[petsc-dev] Configure hangs on Summit

2019-09-20 Thread Zhang, Junchao via petsc-dev
My configure hangs on Summit at
  TESTING: configureMPIEXEC from 
config.packages.MPI(config/BuildSystem/config/packages/MPI.py:170)

On the machine one has to use script to submit jobs. So why do we need 
configureMPIEXEC? Do I need to use --with-batch?

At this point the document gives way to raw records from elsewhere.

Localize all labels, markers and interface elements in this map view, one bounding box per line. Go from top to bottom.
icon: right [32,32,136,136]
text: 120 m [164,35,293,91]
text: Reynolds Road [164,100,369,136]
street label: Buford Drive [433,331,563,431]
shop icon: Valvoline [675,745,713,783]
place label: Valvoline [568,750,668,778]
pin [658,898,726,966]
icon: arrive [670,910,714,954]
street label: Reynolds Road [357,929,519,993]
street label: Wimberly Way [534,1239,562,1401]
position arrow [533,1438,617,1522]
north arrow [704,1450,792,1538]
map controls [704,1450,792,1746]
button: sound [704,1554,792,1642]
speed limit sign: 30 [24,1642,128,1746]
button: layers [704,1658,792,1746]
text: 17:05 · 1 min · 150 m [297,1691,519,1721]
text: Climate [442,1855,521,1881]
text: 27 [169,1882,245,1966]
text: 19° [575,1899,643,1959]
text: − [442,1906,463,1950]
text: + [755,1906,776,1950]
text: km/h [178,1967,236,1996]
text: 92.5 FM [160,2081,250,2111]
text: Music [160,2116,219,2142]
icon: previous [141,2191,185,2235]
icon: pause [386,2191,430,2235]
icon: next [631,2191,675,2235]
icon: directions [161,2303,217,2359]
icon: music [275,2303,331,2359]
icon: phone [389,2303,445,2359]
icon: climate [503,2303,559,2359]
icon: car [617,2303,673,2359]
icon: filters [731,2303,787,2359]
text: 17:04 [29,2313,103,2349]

I remember we removed that.

--Junchao Zhang


Re: [petsc-dev] Configure hangs on Summit

2019-09-20 Thread Zhang, Junchao via petsc-dev
Satish's trick --with-mpiexec=/bin/true solved the problem.  Thanks.
--Junchao Zhang


On Fri, Sep 20, 2019 at 3:50 PM Junchao Zhang 
mailto:jczh...@mcs.anl.gov>> wrote:
My configure hangs on Summit at
  TESTING: configureMPIEXEC from 
config.packages.MPI(config/BuildSystem/config/packages/MPI.py:170)

On the machine one has to use script to submit jobs. So why do we need 
configureMPIEXEC? Do I need to use --with-batch? I remember we removed that.

--Junchao Zhang


Re: [petsc-dev] Configure hangs on Summit

2019-09-20 Thread Mills, Richard Tran via petsc-dev
Hi Junchao,

Glad you've found a workaround, but I don't know why you are hitting this 
problem. The last time I built PETSc on Summit (just a couple days ago), I 
didn't have this problem. I'm working from the example template that's in the 
PETSc repo at config/examples/arch-olcf-summit-opt.py.

Can you point me to your configure script on Summit so I can try to reproduce 
your problem?

--Richard

On 9/20/19 4:25 PM, Zhang, Junchao via petsc-dev wrote:
Satish's trick --with-mpiexec=/bin/true solved the problem.  Thanks.
--Junchao Zhang


On Fri, Sep 20, 2019 at 3:50 PM Junchao Zhang 
mailto:jczh...@mcs.anl.gov>> wrote:
My configure hangs on Summit at
  TESTING: configureMPIEXEC from 
config.packages.MPI(config/BuildSystem/config/packages/MPI.py:170)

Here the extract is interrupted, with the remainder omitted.